Strengths: - The motivation of generating a diverse set of robust grasp is very relevant as diverse grasps are useful for high-level task planning and to increase the chance of success due to kinematic constraints and collisions. The evaluation is appropriately designed to back the claim. - The idea of using 3d grid centers as anchors for regressing grasps over point cloud is novel (although derived from similar ideas in 2d scenarios and in object detection). - The design of grasp pruning -> grasp regression -> grasp classification with feature extraction neighborhood based on grasp proposal is novel.

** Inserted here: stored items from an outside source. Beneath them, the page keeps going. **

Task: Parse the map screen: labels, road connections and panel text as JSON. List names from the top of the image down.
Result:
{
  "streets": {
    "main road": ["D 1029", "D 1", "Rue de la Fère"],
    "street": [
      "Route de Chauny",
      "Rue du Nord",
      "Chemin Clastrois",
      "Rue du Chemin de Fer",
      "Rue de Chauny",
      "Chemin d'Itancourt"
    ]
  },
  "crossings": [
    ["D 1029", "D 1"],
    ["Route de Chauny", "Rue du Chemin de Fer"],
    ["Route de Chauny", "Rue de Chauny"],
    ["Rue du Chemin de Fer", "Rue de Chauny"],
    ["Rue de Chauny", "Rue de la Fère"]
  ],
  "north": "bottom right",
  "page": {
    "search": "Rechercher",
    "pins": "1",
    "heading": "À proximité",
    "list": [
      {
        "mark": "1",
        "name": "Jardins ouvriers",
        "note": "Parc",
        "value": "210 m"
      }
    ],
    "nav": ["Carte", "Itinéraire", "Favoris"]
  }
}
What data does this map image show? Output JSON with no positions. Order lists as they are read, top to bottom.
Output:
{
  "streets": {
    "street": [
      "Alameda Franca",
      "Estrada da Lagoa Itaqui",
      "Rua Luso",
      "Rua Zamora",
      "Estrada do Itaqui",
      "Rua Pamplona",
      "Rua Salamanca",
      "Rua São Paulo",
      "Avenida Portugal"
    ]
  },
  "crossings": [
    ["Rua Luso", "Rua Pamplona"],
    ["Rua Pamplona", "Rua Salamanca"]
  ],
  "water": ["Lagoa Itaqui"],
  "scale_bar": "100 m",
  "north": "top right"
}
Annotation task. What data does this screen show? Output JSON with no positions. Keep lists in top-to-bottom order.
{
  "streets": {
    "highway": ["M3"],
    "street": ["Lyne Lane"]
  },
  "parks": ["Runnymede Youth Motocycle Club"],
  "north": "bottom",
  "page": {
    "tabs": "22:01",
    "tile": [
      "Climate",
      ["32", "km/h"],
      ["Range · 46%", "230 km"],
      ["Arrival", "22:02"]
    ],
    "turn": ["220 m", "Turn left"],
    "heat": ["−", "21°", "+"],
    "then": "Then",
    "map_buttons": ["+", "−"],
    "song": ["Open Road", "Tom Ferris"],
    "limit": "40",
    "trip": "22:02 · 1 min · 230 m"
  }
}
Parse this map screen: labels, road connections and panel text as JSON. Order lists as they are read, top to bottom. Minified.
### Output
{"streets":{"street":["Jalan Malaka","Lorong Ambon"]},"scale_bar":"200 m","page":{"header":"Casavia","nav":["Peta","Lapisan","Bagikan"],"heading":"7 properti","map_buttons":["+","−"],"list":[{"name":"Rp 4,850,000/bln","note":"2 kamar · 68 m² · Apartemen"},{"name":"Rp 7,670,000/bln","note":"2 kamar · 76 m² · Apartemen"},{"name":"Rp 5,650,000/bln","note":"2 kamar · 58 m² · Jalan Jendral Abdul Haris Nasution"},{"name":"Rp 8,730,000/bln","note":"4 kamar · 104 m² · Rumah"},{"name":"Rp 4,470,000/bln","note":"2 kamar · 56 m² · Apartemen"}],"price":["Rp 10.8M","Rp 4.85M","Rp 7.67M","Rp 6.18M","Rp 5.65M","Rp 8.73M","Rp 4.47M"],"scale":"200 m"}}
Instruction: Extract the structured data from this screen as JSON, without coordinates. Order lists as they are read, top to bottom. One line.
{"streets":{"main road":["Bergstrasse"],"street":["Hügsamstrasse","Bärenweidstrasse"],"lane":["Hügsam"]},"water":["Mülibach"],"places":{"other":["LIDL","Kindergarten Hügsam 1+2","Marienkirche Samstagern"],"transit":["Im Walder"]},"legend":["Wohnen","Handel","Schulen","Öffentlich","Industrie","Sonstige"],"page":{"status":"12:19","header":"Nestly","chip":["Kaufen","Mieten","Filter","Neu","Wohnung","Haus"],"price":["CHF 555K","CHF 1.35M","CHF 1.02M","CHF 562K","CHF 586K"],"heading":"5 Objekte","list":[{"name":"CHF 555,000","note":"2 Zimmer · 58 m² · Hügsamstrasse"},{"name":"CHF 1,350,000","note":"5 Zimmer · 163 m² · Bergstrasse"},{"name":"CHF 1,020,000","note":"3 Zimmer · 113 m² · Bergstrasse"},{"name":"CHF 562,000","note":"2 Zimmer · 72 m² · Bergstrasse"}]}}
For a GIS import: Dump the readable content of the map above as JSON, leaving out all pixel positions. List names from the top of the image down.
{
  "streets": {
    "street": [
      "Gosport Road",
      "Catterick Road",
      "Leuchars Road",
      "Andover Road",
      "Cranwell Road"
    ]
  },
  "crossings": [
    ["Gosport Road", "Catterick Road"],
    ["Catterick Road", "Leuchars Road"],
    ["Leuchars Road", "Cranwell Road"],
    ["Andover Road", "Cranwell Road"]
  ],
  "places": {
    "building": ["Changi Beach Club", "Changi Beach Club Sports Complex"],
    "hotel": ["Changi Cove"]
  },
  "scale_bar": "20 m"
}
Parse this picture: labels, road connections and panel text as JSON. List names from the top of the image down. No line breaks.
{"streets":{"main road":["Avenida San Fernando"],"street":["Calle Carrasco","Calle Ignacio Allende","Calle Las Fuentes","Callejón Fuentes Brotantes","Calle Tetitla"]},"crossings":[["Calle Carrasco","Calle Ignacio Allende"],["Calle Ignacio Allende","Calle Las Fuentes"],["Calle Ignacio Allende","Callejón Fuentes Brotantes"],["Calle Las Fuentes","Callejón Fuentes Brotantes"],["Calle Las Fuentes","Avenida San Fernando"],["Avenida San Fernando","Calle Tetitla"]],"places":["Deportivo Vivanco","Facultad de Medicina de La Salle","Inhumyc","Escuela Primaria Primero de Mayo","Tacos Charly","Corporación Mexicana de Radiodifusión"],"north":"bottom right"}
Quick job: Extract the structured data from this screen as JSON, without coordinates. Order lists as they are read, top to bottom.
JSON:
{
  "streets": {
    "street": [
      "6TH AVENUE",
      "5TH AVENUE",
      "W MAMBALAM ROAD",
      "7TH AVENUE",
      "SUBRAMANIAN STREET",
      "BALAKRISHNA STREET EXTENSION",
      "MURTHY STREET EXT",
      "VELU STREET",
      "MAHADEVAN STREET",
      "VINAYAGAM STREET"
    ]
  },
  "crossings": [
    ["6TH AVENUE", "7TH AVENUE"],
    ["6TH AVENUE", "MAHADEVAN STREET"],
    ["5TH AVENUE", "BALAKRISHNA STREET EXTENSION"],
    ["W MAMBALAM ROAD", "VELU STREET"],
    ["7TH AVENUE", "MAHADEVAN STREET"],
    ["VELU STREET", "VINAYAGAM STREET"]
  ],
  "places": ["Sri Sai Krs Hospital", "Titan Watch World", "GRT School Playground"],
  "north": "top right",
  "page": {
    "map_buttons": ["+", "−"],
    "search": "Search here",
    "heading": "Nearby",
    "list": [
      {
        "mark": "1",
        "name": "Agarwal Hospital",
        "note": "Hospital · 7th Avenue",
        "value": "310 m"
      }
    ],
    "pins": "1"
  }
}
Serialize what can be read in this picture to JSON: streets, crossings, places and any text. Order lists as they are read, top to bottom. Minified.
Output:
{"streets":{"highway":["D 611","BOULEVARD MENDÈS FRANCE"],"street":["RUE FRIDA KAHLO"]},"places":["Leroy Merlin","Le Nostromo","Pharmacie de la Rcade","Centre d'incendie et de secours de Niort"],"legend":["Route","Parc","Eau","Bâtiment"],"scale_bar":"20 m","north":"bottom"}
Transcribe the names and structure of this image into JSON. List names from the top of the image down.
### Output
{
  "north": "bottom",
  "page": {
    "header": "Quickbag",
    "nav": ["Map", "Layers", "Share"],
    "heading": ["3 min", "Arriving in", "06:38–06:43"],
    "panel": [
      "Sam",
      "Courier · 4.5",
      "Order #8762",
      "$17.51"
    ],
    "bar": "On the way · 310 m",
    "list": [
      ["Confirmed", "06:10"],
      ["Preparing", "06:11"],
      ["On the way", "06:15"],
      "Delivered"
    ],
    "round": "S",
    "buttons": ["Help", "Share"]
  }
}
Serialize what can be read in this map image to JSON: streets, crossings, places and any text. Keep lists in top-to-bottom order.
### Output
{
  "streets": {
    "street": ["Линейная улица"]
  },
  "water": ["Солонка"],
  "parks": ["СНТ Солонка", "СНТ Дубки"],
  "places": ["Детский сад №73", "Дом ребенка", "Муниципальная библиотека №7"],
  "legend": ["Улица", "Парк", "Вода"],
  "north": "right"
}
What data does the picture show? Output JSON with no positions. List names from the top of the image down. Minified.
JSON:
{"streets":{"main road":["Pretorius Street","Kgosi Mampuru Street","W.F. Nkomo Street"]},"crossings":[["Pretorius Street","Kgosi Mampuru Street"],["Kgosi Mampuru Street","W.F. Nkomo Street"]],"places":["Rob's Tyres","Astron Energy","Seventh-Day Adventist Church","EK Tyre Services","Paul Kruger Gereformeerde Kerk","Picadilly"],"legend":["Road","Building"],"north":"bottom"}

Weaknesses: See Additional feedback and questions section.

Correctness: Yes

Clarity: Yes

Relation to Prior Work: Yes

Reproducibility: Yes

Additional Feedback: - The advantage of this approach over [33][34] as mentioned in Line 40 is mostly computational. However, no computational analysis is done to support this claim. Do these approaches achieve a diverse set of robust grasps when given enough time - how much time does it take. The code for these approaches is publicly available. - Why do the grasps from [23] tend to focus on a single-mode? Is there a theoretical limitation of the approach? and how does the proposed approach address it? It might be more insightful to elaborate on this. - The grasp proposals are first pruned based on antipodal criteria and then passed on to the regression module. Given the grasps are already antipodal (within a threshold) how important is the regression module? (especially for high-resolution scenarios) 1. Is the main objective of this module to estimate the free rotation parameter? 2. Is it only useful for low-resolution scenarios? In that case, what is the computational benefit of this over high resolution? More discussion regarding this aspect in the experiment section could be insightful. - The training and test data are from the same object categories. So it is not a fair claim to say that the learning can be generalized to completely unseen objects. This should be specified in the introduction. - It was claimed in the paper that the method is flexible to support either a more precise or more diverse grasp by focusing or spreading the anchors of grasp centers in 3D space. This claim was not backed empirically. ****************** After Rebuttal ****************** Appreciate the response and I think these discussions would be very useful in the revised version of the paper.